What is expected:
Return the listing below word for word.

Extracted records:
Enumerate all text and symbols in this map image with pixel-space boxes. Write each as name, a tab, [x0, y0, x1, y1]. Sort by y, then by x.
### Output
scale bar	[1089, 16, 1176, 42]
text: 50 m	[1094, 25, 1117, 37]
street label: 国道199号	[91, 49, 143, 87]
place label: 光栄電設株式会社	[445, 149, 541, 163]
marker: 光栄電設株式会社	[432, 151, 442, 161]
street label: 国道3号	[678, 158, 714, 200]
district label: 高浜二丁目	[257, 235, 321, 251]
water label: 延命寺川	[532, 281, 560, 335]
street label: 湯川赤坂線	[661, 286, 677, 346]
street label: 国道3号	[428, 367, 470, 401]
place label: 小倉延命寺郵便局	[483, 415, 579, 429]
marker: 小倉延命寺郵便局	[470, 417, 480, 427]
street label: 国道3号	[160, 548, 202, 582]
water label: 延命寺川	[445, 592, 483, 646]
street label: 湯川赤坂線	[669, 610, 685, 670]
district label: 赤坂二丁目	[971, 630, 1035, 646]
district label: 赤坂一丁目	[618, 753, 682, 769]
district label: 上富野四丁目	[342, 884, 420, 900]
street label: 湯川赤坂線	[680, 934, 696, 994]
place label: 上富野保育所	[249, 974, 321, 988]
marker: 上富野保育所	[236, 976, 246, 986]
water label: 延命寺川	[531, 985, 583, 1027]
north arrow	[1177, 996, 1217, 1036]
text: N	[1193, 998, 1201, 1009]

Answer space:
Enumerate all text and symbols in this map image with pixel-space boxes. Write each as name, a tab, [x0, y0, x1, y1]. Sort by y, then by x.
### Output
scale bar	[1089, 16, 1176, 42]
text: 50 m	[1094, 25, 1117, 37]
street label: 国道199号	[91, 49, 143, 87]
place label: 光栄電設株式会社	[445, 149, 541, 163]
marker: 光栄電設株式会社	[432, 151, 442, 161]
street label: 国道3号	[678, 158, 714, 200]
district label: 高浜二丁目	[257, 235, 321, 251]
water label: 延命寺川	[532, 281, 560, 335]
street label: 湯川赤坂線	[661, 286, 677, 346]
street label: 国道3号	[428, 367, 470, 401]
place label: 小倉延命寺郵便局	[483, 415, 579, 429]
marker: 小倉延命寺郵便局	[470, 417, 480, 427]
street label: 国道3号	[160, 548, 202, 582]
water label: 延命寺川	[445, 592, 483, 646]
street label: 湯川赤坂線	[669, 610, 685, 670]
district label: 赤坂二丁目	[971, 630, 1035, 646]
district label: 赤坂一丁目	[618, 753, 682, 769]
district label: 上富野四丁目	[342, 884, 420, 900]
street label: 湯川赤坂線	[680, 934, 696, 994]
place label: 上富野保育所	[249, 974, 321, 988]
marker: 上富野保育所	[236, 976, 246, 986]
water label: 延命寺川	[531, 985, 583, 1027]
north arrow	[1177, 996, 1217, 1036]
text: N	[1193, 998, 1201, 1009]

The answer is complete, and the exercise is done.